People can easily install then with e.g. `pip install --index-url https://testpypi.python.org/pypi numpy`, and see what tends to break or what doesn't.


On 24 January 2014 05:52, Ralf Gommers <ralf.gommers@gmail.com> wrote:



On Thu, Jan 23, 2014 at 3:42 PM, Oscar Benjamin <oscar.j.benjamin@gmail.com> wrote:
On Thu, Jan 23, 2014 at 12:16:02PM +0000, Paul Moore wrote:
>
> The official numpy installer uses some complex magic to select the
> right binaries based on your CPU, and this means that the official
> numpy "superpack" wininst files don't convert (at least I don't think
> they do, it's a while since I tried).

It's probably worth noting that numpy are toying around with wheels and
have uploaded a number of them to PyPI for testing:
http://sourceforge.net/projects/numpy/files/wheels_to_test/

Currently there are only OSX wheels there (excluding the puer Python
ones) and they're not available on PyPI. I assume that they're waiting
for a solution for the Windows installer (a post-install script for
wheels). That would give a lot more impetus to put wheels up on PyPI.
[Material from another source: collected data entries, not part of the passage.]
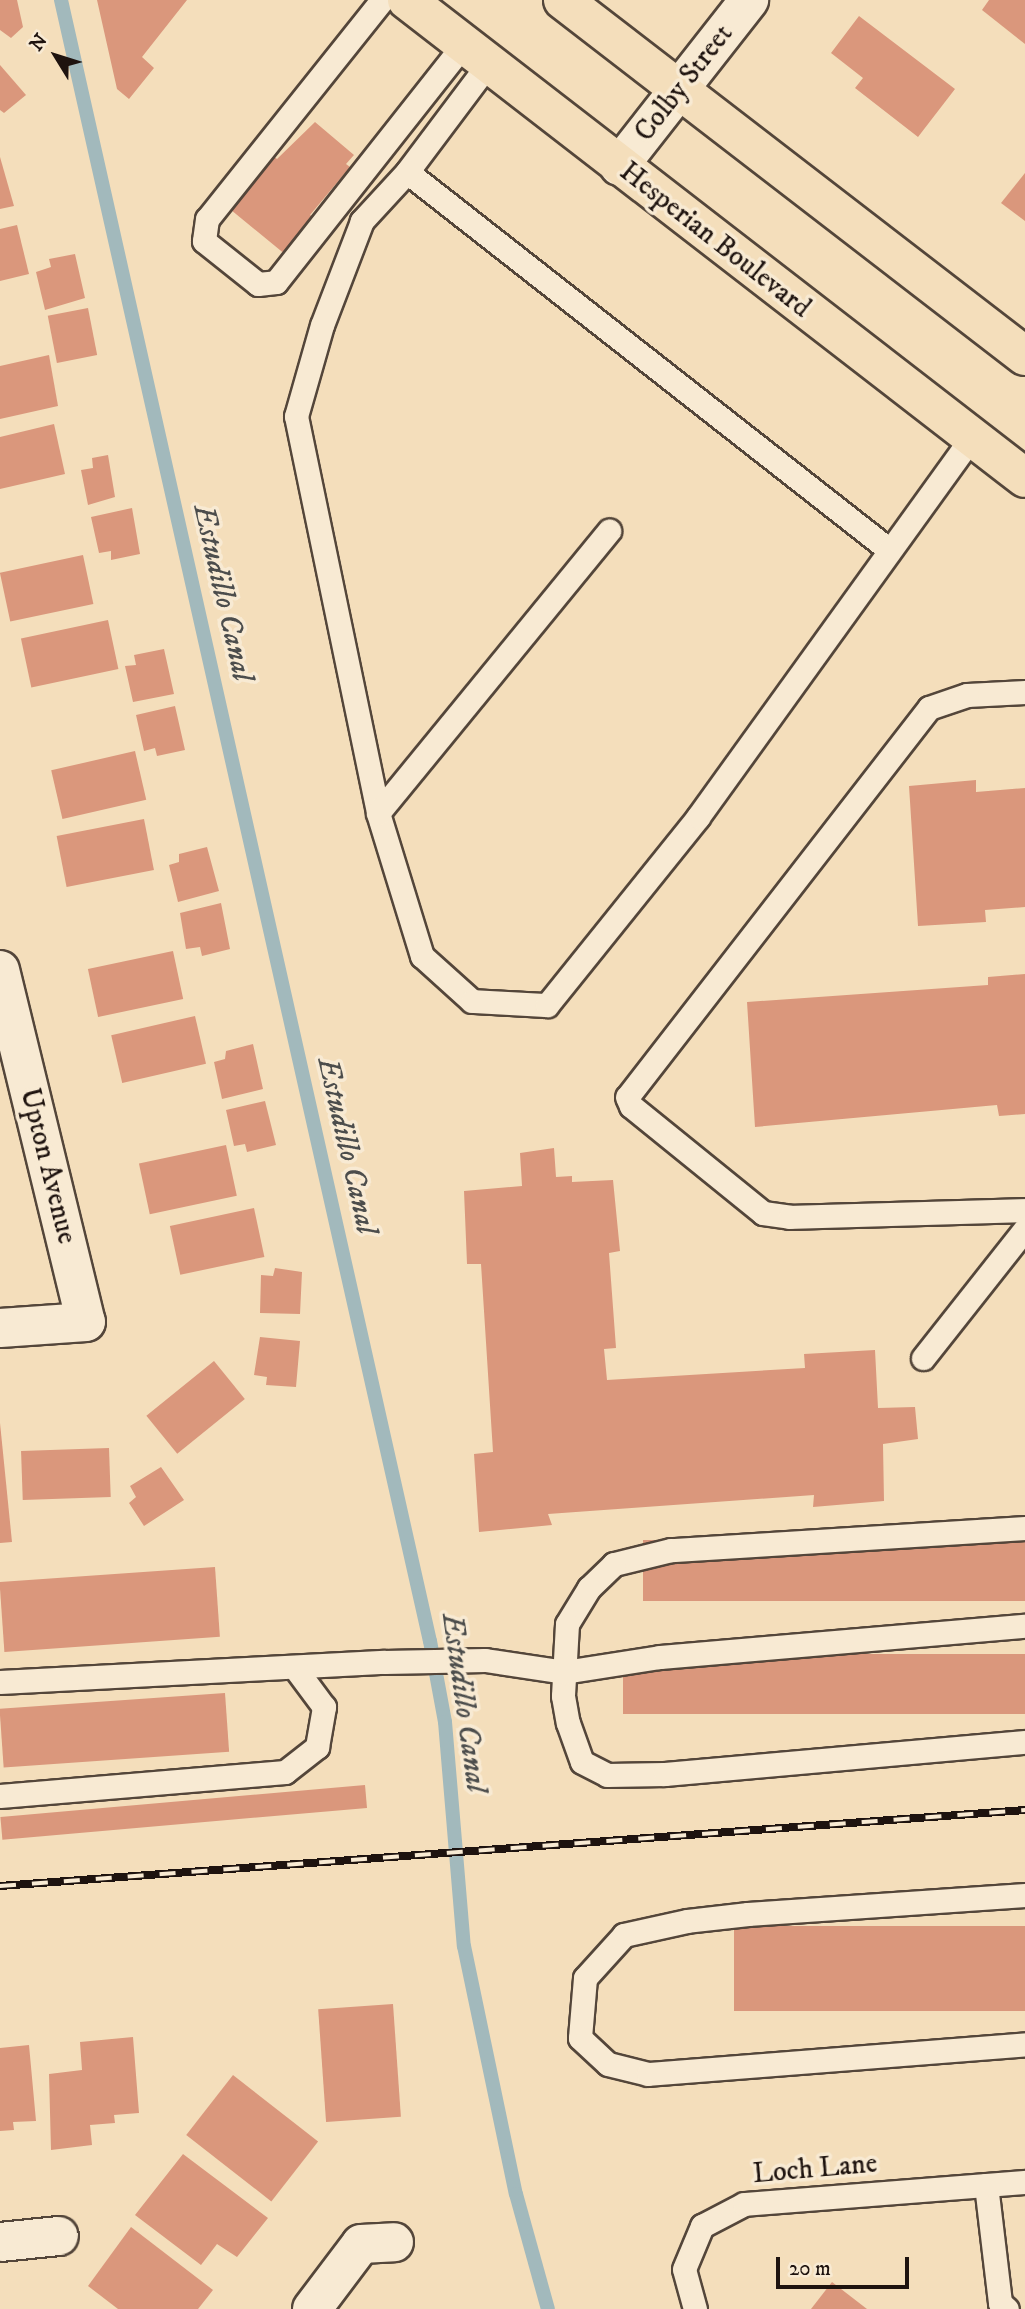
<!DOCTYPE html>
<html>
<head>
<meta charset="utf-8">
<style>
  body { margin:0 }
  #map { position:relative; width:1025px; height:2309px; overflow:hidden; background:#f4debb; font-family:"IM FELL DW Pica",serif }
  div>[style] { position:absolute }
  .stream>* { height:14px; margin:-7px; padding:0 7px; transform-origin:7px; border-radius:7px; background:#a2b9bc }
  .building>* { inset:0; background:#da977c; transform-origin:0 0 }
  .roads { filter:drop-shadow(2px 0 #54463a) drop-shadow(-2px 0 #54463a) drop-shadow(0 2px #54463a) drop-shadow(0 -2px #54463a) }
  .lane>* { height:23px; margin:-11.5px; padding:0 11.5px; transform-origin:11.5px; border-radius:11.5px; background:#f8ead3 }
  .street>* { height:38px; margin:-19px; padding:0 19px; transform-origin:19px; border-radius:19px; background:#f8ead3 }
  .primary>* { height:38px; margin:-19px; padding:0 19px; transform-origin:19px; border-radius:19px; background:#f4debb }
  .rail>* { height:8px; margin-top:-4px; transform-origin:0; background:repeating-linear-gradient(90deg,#f8ead3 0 16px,#1e130f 0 32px); box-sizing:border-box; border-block:2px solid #1e130f }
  span { translate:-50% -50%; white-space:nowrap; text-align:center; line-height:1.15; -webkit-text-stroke:7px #f8ead3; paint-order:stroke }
  .street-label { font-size:28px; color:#1e130f }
  .water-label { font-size:30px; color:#4c4d4c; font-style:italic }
  .north { position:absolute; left:21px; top:21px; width:70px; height:70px; -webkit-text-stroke:5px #f8ead3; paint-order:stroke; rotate:308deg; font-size:19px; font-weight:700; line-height:28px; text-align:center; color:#1e130f }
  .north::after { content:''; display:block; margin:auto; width:24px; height:32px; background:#1e130f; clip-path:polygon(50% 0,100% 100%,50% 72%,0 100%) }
  .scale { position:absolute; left:776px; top:2257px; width:133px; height:32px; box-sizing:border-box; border:4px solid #1e130f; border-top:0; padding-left:9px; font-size:21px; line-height:24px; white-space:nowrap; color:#1e130f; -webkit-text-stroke:5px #f8ead3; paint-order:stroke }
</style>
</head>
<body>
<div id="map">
  <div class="stream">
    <i style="left:61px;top:0;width:1682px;rotate:77.33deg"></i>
    <i style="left:430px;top:1641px;width:82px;rotate:79.5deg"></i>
    <i style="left:445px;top:1722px;width:225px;rotate:85.2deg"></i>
    <i style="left:464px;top:1946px;width:253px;rotate:78.2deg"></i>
    <i style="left:516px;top:2194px;width:119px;rotate:74.5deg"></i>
  </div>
  <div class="building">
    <i style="clip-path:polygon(0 0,17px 0,23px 27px,11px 38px,0 30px)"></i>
    <i style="clip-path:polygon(97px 0,187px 0,142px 57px,154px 68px,129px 99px,117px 89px)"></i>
    <i style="clip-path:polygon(989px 0,1025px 0,1025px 44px,982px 10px)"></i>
    <i style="clip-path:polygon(859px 16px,955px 89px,918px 137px,855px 88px,863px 78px,831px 53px)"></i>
    <i style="clip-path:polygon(0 65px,26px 95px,4px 113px,0 110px)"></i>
    <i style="clip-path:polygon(315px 122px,354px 155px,346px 164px,350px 167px,310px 215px,316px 219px,286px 255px,225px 205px,268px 152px,277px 159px)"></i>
    <i style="clip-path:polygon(0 157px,14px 206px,0 209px)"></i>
    <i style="clip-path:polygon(1025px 173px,1025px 221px,1001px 203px)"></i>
    <i style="clip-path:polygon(17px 225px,29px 274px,0 281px,0 229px)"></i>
    <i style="clip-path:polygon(75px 254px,85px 298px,45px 310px,36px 272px,51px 267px,49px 259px)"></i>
    <i style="left:88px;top:308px;width:48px;height:41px;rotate:79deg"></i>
    <i style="clip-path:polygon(49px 355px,58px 406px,0 419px,0 366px)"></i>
    <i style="clip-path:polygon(54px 424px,65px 474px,0 489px,0 437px)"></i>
    <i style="clip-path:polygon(108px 455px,115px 497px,88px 505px,81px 470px,93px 468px,92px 458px)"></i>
    <i style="clip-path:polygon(132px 508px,140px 554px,111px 560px,111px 551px,99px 553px,91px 517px)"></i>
    <i style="left:83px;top:555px;width:50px;height:85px;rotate:78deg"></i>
    <i style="left:108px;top:620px;width:50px;height:89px;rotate:78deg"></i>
    <i style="clip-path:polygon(164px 649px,174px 694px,133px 702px,125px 666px,136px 665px,134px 655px)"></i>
    <i style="clip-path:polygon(175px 706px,185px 750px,157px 756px,155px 748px,144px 751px,136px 715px)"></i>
    <i style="left:135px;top:751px;width:50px;height:86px;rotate:77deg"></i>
    <i style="clip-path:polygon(976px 780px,976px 792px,1025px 788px,1025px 907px,985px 910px,986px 922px,918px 926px,909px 786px)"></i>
    <i style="left:144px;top:819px;width:52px;height:89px;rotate:79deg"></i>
    <i style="clip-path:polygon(207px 847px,219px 891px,178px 902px,169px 865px,179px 862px,179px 854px)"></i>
    <i style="clip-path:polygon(221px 903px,230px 949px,202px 956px,200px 947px,186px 949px,180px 913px)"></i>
    <i style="left:173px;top:951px;width:49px;height:87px;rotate:78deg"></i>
    <i style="clip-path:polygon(1025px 974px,1025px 1114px,999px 1116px,997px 1105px,755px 1127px,747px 1002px,988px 985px,988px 977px)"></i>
    <i style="left:195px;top:1016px;width:49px;height:86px;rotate:77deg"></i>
    <i style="clip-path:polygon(253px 1044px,263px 1089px,222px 1099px,214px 1062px,225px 1059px,226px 1051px)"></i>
    <i style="clip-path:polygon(265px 1101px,276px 1145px,247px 1152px,245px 1144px,234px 1146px,226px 1110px)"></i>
    <i style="left:226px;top:1145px;width:52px;height:89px;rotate:78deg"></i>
    <i style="clip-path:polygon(554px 1148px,556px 1177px,572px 1176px,572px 1182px,613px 1180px,620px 1251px,609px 1253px,616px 1348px,604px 1349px,607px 1380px,805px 1368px,804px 1354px,875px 1350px,878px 1408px,915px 1407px,918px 1439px,883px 1444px,884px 1501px,813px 1507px,814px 1495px,548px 1514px,552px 1525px,479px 1532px,474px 1454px,493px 1452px,481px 1264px,467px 1264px,464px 1191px,522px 1186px,520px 1153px)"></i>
    <i style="left:254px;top:1208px;width:50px;height:86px;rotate:78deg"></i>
    <i style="clip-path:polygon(275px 1268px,302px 1272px,300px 1314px,260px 1313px,261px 1275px,273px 1276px)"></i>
    <i style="clip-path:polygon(260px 1337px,300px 1341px,296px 1387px,266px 1385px,267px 1377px,254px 1375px)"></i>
    <i style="left:214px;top:1361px;width:49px;height:87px;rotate:51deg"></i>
    <i style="clip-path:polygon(0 1423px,12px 1542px,0 1543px)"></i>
    <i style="left:109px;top:1448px;width:49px;height:88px;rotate:88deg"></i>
    <i style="clip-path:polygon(161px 1467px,184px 1500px,144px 1526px,129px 1503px,136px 1497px,130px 1486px)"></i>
    <i style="left:1025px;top:1540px;width:61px;height:382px;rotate:90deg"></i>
    <i style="left:215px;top:1567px;width:70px;height:216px;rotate:86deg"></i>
    <i style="left:1025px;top:1654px;width:60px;height:402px;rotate:90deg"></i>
    <i style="left:225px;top:1693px;width:59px;height:226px;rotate:86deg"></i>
    <i style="left:365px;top:1785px;width:23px;height:366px;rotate:85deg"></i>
    <i style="left:1025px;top:1926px;width:85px;height:291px;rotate:90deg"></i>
    <i style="left:393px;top:2004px;width:113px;height:75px;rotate:86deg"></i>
    <i style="clip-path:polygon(133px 2037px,139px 2113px,114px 2115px,115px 2123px,90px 2125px,92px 2145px,51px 2150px,49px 2074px,82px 2070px,80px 2042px)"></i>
    <i style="clip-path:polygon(29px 2045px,36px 2121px,13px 2122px,14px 2130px,0 2131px,0 2048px)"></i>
    <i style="left:233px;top:2075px;width:108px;height:76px;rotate:38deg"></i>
    <i style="clip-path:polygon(183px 2154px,268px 2218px,237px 2257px,217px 2244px,201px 2265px,135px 2215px)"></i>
    <i style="clip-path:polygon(131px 2227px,213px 2290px,198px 2309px,118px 2309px,88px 2286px)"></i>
    <i style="clip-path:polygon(832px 2282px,867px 2309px,811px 2309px)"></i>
  </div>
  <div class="roads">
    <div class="lane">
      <i style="left:382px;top:0;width:280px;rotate:128.6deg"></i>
      <i style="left:207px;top:219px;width:22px;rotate:98deg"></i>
      <i style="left:204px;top:241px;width:69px;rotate:38.5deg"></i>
      <i style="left:258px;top:284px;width:18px;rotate:-6deg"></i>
      <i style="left:276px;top:282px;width:302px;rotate:-51.7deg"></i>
      <i style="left:407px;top:172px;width:135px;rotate:-53.1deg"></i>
      <i style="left:888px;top:549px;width:611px;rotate:-141.91deg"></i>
      <i style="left:407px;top:172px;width:67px;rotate:132.6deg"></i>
      <i style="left:362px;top:221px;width:111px;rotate:111deg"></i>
      <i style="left:322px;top:325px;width:95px;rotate:105.9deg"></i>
      <i style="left:296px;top:416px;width:405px;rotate:78.3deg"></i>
      <i style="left:378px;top:813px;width:150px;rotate:72.9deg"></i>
      <i style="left:422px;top:956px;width:67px;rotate:42deg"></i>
      <i style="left:472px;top:1001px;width:75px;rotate:3.1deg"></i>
      <i style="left:547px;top:1005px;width:241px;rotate:-51.2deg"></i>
      <i style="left:698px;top:817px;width:468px;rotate:-54.2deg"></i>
      <i style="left:1025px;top:692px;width:58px;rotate:177deg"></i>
      <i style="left:967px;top:695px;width:40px;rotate:161.1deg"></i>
      <i style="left:929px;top:708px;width:492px;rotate:127.8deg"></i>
      <i style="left:627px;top:1097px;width:10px;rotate:66deg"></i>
      <i style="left:631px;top:1106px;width:170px;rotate:39deg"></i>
      <i style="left:763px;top:1213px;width:27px;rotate:8deg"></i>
      <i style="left:790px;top:1217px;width:235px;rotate:-1.7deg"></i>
      <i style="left:378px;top:813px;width:365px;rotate:-50.7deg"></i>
      <i style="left:923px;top:1358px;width:164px;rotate:-51.7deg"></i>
      <i style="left:1025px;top:1528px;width:355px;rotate:176.4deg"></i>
      <i style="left:671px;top:1550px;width:59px;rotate:166.2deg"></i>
      <i style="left:614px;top:1564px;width:35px;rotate:136deg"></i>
      <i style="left:589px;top:1588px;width:42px;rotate:121.4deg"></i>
      <i style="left:567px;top:1624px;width:72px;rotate:93.2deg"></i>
      <i style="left:563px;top:1696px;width:27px;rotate:80deg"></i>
      <i style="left:568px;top:1723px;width:41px;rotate:70.3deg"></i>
      <i style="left:582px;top:1762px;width:28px;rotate:27deg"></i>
      <i style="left:607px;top:1775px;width:58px;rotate:-1deg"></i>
      <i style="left:665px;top:1774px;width:361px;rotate:-5.1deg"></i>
      <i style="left:0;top:1682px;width:385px;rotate:-3deg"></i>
      <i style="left:384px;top:1662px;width:101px;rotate:-1.1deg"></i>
      <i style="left:485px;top:1660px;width:80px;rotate:8.6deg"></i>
      <i style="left:564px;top:1672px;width:97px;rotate:-8.9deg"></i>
      <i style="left:660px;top:1657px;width:366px;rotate:-4.9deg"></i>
      <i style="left:0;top:1796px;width:286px;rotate:-4.8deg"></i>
      <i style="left:285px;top:1772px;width:41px;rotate:-38deg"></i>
      <i style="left:317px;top:1747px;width:41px;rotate:-80.1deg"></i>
      <i style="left:324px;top:1707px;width:49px;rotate:-126.6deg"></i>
      <i style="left:1025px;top:1895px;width:278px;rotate:176.1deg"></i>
      <i style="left:748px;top:1914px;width:61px;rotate:173.5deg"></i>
      <i style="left:687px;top:1921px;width:65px;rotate:167.5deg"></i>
      <i style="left:624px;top:1935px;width:58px;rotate:132.2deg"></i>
      <i style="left:585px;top:1978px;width:60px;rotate:94.8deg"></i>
      <i style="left:580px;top:2038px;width:38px;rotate:43deg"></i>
      <i style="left:608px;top:2064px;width:41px;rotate:14deg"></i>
      <i style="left:648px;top:2074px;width:378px;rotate:-4.5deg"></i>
      <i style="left:986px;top:2185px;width:119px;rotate:83.2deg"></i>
      <i style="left:1000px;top:2303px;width:9px;rotate:41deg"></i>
      <i style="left:695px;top:2309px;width:41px;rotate:-105.4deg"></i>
      <i style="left:684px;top:2269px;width:47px;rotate:-67.3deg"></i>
      <i style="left:702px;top:2226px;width:47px;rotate:-27.6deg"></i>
      <i style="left:744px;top:2204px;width:282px;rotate:-4.5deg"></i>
    </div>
    <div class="street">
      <i style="left:619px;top:166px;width:211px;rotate:-51.9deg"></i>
      <i style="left:0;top:970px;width:362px;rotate:76.3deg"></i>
      <i style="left:86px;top:1322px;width:86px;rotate:176deg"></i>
      <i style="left:0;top:2242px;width:59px;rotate:-5.8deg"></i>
      <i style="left:312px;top:2309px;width:81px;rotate:-53deg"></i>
      <i style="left:361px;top:2244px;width:33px;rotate:-3deg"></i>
    </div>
    <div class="primary">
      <i style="left:407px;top:0;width:781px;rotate:37.72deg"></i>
      <i style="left:563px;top:0;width:583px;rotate:37.62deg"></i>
    </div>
  </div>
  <div class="rail">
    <i style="left:0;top:1886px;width:1028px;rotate:-4.24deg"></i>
  </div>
  <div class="street-label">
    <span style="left:684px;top:83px;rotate:-52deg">Colby Street</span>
    <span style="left:715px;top:240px;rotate:38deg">Hesperian Boulevard</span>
    <span style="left:48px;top:1166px;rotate:76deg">Upton Avenue</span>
    <span style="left:815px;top:2169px;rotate:-5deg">Loch Lane</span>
  </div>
  <div class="water-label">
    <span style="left:222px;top:593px;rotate:77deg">Estudillo Canal</span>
    <span style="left:346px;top:1146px;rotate:77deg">Estudillo Canal</span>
    <span style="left:463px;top:1703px;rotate:82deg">Estudillo Canal</span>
  </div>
  <div class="north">N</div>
  <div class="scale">20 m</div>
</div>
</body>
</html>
Indeed. We discussed just picking the SSE2 or SSE3 build and putting that up as a wheel, but that was deemed a not so great idea: http://article.gmane.org/gmane.comp.python.numeric.general/56072

The Sourceforge OSX wheels are presumably not getting that much use
right now. The OSX-specific numpy wheel has been downloaded 4 times in
the last week: twice on Windows and twice on Linux!

Some feedback from the people who did try those wheels would help. I asked for that on the numpy list after creating them, but didn't get much. So I haven't been in a hurry to move them over to PyPi.